While trying to build Slicer in Ubuntu 20.04 following the instructions mentioned, (13 hours later) I got the following error message (make: Target ‘default_target’ not remade because of errors. Please find attached the error.
Note: I am using Qt 5.12.8 not 5.15.1.
Can anyone kindly assist me solving this issue?
Did you make any code changes or changes to the cmake options or did you build with the defaults? I have built with 20.04 from scratch many times, most recently about a month ago with no problems.
I have just built Slicer (master branch) successfully on a fresh Ubuntu 20.04 (VirtualBox). The only issue I experienced was the one mentioned here, which can be solved installing python3-dev; but this does not look to be the problem here.
Sometimes I have experienced unexplainable linking errors in two situations: (1) hardware is very (very) old; and (2) if I try to continue building Slicer after a previous abnormal and abrupt interruption of the building process (e.g., losing power, hard resetting the machine, etc). In case (2) you can clean with make clean or even delete your build directory and re-build again from scratch.
Dear Rafael Palomar,
Thank you very much for responding. Yes, you’re right. Previously there was an interruption while building it and later it threw the mentioned error.
Now, I have rebuilt it from scratch and everything is fine.
(Although it took a long time to build even after using ‘make -j5 -k’ (about 26 hours). I once wished If I could pause the process for a while. :-))
For reference, we recently got a new desktop computer with an above average but not extreme configuration (Intel Core i9-10900X CPU, 64GB RAM, NVMe SSD; running Ubuntu 20.04) and the entire Slicer build is completed in 30 minutes (completely from scratch, including building VTK and all its dependencies, using make -j20).
Windows builds take longer.

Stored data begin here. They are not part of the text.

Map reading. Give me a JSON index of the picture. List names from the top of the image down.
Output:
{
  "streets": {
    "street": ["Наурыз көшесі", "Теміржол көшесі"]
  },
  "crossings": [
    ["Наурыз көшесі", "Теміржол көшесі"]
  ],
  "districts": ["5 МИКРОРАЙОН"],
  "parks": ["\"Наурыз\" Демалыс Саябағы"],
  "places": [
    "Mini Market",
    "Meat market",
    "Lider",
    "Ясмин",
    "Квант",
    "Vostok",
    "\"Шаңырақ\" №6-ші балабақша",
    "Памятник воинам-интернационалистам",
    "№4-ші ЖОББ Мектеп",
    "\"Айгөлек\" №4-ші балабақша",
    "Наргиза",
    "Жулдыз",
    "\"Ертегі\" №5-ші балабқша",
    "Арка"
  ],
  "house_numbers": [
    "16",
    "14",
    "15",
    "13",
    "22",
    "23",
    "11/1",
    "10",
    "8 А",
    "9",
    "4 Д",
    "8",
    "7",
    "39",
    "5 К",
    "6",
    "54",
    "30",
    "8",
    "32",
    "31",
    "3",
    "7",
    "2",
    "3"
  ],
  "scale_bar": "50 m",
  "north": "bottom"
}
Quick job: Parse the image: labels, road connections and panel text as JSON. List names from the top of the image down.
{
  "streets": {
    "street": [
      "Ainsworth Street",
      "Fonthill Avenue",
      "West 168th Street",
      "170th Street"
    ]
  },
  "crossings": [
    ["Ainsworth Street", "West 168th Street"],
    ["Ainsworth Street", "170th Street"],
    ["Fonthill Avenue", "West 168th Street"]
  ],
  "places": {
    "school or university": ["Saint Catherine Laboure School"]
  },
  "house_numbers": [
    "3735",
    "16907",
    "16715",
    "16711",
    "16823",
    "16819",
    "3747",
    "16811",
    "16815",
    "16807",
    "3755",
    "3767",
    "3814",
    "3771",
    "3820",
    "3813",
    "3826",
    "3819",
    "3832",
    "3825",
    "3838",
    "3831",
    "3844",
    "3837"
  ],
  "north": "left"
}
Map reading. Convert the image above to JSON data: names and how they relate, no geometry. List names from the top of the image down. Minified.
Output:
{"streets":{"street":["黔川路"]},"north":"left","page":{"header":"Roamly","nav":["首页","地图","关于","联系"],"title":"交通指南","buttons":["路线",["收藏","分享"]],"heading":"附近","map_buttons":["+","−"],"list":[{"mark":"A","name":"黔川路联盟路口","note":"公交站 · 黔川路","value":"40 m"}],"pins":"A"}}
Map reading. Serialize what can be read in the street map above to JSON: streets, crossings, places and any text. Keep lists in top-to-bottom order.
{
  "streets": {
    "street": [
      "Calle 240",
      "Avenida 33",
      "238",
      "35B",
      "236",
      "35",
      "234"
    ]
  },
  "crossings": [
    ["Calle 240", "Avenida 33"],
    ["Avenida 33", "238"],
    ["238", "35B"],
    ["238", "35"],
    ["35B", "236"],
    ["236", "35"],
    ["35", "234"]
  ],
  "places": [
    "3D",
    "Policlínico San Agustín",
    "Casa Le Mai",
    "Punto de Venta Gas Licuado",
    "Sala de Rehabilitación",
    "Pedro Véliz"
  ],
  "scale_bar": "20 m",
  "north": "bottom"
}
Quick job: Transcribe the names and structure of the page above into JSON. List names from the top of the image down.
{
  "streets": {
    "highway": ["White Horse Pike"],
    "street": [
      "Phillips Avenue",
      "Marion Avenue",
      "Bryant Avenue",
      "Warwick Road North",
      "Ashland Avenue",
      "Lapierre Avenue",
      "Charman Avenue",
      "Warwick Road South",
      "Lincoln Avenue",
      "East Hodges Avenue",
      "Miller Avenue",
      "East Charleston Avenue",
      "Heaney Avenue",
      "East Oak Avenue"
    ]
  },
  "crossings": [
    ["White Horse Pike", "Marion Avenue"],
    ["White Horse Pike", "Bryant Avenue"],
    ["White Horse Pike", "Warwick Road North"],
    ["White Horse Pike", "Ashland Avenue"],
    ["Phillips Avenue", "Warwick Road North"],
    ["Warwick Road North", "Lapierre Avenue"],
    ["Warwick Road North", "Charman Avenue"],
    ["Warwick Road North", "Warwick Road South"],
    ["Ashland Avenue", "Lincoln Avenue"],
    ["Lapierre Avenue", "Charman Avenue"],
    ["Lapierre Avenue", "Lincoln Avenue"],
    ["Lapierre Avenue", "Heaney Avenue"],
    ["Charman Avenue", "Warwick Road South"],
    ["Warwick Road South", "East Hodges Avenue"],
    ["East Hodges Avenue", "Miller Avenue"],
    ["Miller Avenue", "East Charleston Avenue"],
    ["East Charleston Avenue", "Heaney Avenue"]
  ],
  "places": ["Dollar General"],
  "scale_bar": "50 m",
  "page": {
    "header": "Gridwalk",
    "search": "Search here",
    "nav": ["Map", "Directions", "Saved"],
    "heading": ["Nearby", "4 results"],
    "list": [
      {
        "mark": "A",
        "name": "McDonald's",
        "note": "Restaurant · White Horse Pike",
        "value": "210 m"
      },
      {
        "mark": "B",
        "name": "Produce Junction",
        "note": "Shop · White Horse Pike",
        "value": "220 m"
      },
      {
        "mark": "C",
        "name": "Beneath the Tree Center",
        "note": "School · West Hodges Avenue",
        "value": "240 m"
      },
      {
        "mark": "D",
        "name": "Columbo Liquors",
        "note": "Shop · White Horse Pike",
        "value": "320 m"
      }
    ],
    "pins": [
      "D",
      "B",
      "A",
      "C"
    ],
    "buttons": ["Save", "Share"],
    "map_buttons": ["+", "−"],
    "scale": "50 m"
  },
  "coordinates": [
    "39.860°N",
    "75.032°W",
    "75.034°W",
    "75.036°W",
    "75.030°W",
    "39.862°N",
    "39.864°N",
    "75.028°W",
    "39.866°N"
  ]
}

On a 3-year old desktop the build takes about 3-4 hours, on a laptop it takes about a half day to a day.
@ZakiaKhatun, as @lassoan points out 3D Slicer does not take that long to build. Your elevated build times indicate that you may be getting out of RAM memory (how much do you have?). The more jobs you spawn to build Slicer (e.g, -j5) the more RAM you need to keep the build process; after using all your RAM your OS will try to use swap memory which is allocated in your SDD/HDD. In that case, just the memory transfers will contribute to such long building times. This behaviour is easy to observe because it makes your computer looking completely unresponsive.
If that is your case, lower your -j parameter to 1 or 2, which should bring your building times down to the range @lassoan points out.
It is a wonder that Slicer can be built and runs on this computer at all. We only aim for compatibility with hardware that was released in the past 5 years.
You can find the status of tests on official builds on the dashboard. If you don’t have any additional test failures than the tests listed there then you don’t need to do anything about it. Those tests did not reveal any critical errors and we are already working on making them pass again.